Warm, sliceable baked oats with creamy peanut butter and ripe banana—an easy, protein-friendly breakfast that reheats beautifully and pleases a crowd.

This Peanut Butter Banana baked oatmeal has been my weekday lifesaver and weekend treat all rolled into one. I first developed this version on a bleary Monday morning when the bananas in my fruit bowl were past their prime and I needed something that would feed the whole family with minimal fuss. The result was an 8x8 pan of golden, set oatmeal that slices like a soft cake, carries the nutty warmth of peanut butter, and highlights the mellow sweetness of ripe bananas. It quickly became the breakfast people asked for when they visited and a staple in my rotation for busy mornings.
What makes this dish special is the texture contrast: a tender, just-set interior framed by slightly golden edges that give a subtle chew and browning aroma. The combination of creamy peanut butter and mashed bananas creates an almost custardy base when baked with oats and egg, while a touch of honey and vanilla round out the flavors. I like to serve it warm with extra banana slices and a drizzle of peanut butter warmed to pourability. It is simple enough for a weekday yet comforting enough for weekend breakfasts shared with family.

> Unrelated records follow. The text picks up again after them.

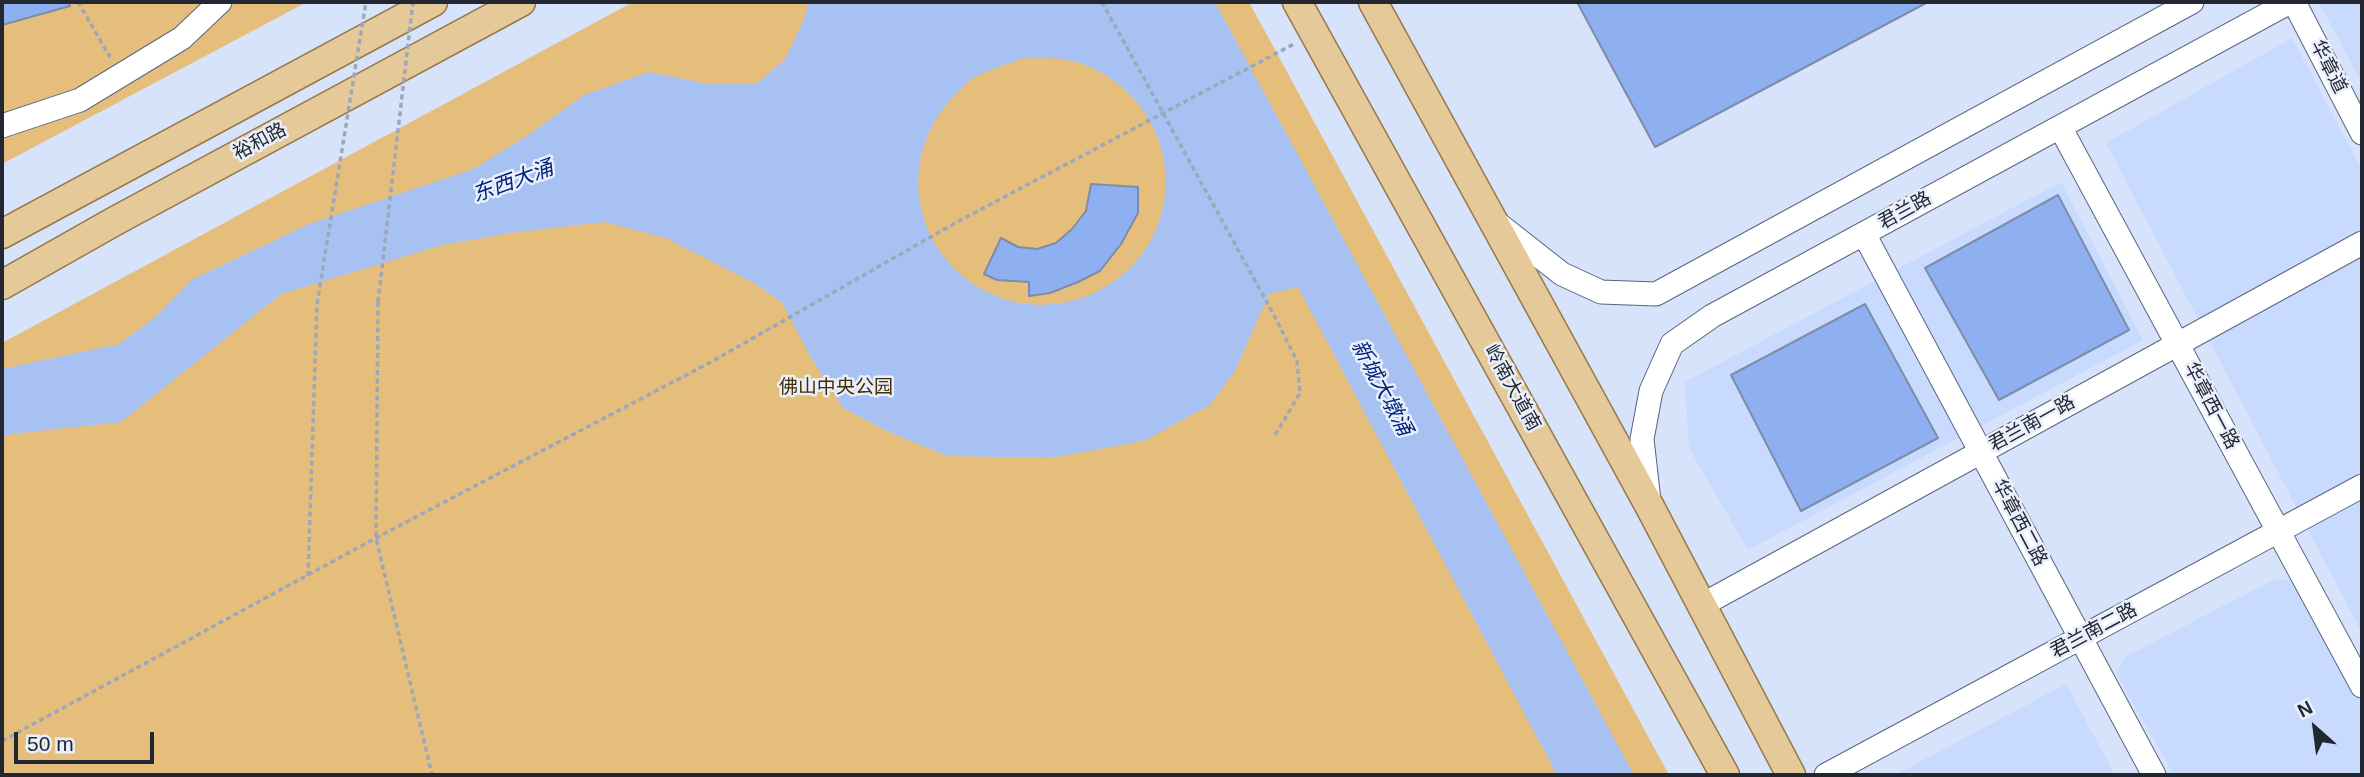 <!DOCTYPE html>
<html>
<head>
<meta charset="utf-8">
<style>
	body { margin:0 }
	#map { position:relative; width:2364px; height:777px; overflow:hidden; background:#d6e3fa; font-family:Helvetica,sans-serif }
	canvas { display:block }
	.frame { position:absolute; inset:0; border:4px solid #222732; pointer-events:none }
	.north { position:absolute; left:2280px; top:693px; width:70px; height:70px; -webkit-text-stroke:5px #e9effb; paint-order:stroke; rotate:332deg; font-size:19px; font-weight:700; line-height:28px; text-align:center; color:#222732 }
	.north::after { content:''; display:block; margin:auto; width:24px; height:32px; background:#222732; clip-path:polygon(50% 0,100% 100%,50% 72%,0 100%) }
	.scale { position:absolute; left:14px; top:732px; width:140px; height:32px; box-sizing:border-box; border:4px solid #222732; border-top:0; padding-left:9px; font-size:21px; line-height:24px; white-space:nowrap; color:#222732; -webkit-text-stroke:5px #e9effb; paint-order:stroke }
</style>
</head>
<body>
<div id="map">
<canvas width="2364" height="777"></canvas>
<div class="frame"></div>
<div class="north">N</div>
<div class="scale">50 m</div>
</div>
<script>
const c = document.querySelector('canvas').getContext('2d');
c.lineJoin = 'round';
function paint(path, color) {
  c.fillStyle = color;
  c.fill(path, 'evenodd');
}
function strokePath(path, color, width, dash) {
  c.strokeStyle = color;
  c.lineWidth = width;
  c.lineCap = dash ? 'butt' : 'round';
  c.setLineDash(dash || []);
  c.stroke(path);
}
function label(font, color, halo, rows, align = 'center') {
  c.font = font + ' Helvetica,"Noto Sans SC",sans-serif';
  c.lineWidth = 5;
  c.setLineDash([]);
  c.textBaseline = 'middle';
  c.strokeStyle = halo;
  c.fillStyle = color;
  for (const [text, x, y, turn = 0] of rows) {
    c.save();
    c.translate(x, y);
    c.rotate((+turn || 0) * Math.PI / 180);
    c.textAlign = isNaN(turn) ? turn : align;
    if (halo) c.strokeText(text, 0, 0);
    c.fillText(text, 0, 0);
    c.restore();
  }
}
const built = new Path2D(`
	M2326 2H2362V83L2320 5Z
	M2292 38 2362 170V633L2106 143Z
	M2061 182 2143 340 1748 550 1689 448 1685 382Z
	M2275 579 2298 581 2362 705V775H2174L2116 673 2125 657Z
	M2066 684 2115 775H1895Z`);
const green = new Path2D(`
	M2 2H307L2 164Z
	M633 2H1249L1669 775H2V343Z`);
const water = new Path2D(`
	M809 2H1215L1634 775H1557L1298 287 1269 294 1235 371 1210 405 1144 441 1051 458 947 456 889 432 843 408 810 356 782 302 752 282 666 238 604 222 510 233 442 245 281 294 121 422 11 434 2 437V369L119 344 158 315 191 280 309 224 473 169 527 136 584 95 649 72 708 84H756L785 59 804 20ZM1024 58C1038 59 1053 57 1067 60 1087 63 1108 75 1123 88 1191 149 1176 256 1092 294 1066 305 1038 308 1010 301 980 292 957 276 939 250 905 197 914 134 959 91 964 87 969 80 975 77 989 69 1009 64 1024 58Z`);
const building = new Path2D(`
	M2 2H69L70 6 2 25Z
	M1577 2H1928L1655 147Z
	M1091 184 1138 187V213L1121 244 1100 271 1078 282 1050 293 1029 296V282L997 280 984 274 1001 238 1018 247 1037 249 1056 243 1072 229 1086 211Z
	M2058 195 2129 330 1999 400 1925 268Z
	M1865 304 1938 438 1801 511 1731 375Z`);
const path = new Path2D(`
	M78 2 110 57
	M1102 2 1275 317 1297 361 1300 393 1274 437
	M378 302 376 538 432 775
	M308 576 317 304
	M2 741 376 538 711 362 957 222 1294 44`);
const minor = new Path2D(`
	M2294 2 2362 133
	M2 126 80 100 182 38 220 2
	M2060 127 2362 686
	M1497 223 1562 274 1601 292 1656 294 2192 2
	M1864 234 2154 775
	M1649 501 1642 439 1651 391 1672 344 1712 316 2290 2
	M1702 605 2362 243
	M1826 775 2362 486`);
const major = new Path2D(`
	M1297 2 1725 775
	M1373 2 1650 507 1791 775
	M2 234 433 2
	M2 285 115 221 521 2`);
const pathBridge = new Path2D(`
	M378 302 413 2
	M317 304 366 2`);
const streetNames = [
	["华章道",2328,67,63],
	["裕和路",260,142,-28],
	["君兰路",1905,211,-29],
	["岭南大道南",1512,388,61],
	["华章西一路",2211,406,62],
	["君兰南一路",2032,424,-29],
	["华章西二路",2019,523,62],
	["君兰南二路",2094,631,-28]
];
const parkNames = [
	["佛山中央公园",836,388]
];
const waterNames = [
	["东西大涌",513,182,-20],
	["新城大墩涌",1381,388,62]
];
paint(built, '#c8dbfe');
paint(green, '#e6be7c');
paint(water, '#a7c1f2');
paint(building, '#8eb0f0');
strokePath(building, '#7e8ca7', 2);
strokePath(minor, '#58657e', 25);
strokePath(major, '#967947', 31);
strokePath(path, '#9ca7ba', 3.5, [5, 3.5]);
strokePath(minor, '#fff', 23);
strokePath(major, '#e5c998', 28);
strokePath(pathBridge, '#9ca7ba', 3.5, [5, 3.5]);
label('19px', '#222732', '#e9effb', streetNames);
label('19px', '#432e04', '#e9effb', parkNames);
label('italic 21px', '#00237d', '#e9effb', waterNames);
</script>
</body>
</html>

In my kitchen this pan has served as everything from post-soccer practice fuel to a quiet Sunday breakfast with coffee. My partner says it tastes like a breakfast bar you would buy at a café, and the kids argue over which square gets the most peanut butter on top. It is reliably loved, which is why it has a permanent spot in my repertoire.
My favorite part about this dish is its versatility. I have brought it to potlucks, packed individual slices for hiking breakfasts, and served it with a dollop of Greek yogurt to provide extra protein. The peanut butter aroma that greets you when the pan comes out of the oven always makes the kitchen feel cozy, and family members often sneak bites of warm corners while I am still plating.
To maintain the best texture, cool completely before covering and refrigerating. Store slices in a single layer separated with parchment paper in an airtight container to avoid condensation making them soggy. For freezing, wrap individual slices in plastic wrap and place in a freezer bag with the air pressed out. Thaw overnight in the refrigerator or heat directly from frozen at 350 degrees F for 12 to 15 minutes. When reheating in the microwave, heat in 15-second bursts to avoid drying out the edges.
If you need to swap ingredients, here are reliable alternatives. Replace creamy peanut butter with almond or cashew butter for a different nutty profile. For a seed-based option, use sunflower seed butter but omit additional salt if the butter is salted. Swap honey for pure maple syrup in a 1:1 ratio for a vegan-friendly sweetener. To make it egg-free, use 1 tablespoon ground flaxseed mixed with 3 tablespoons water as a binder, though the texture will be slightly denser and chewier.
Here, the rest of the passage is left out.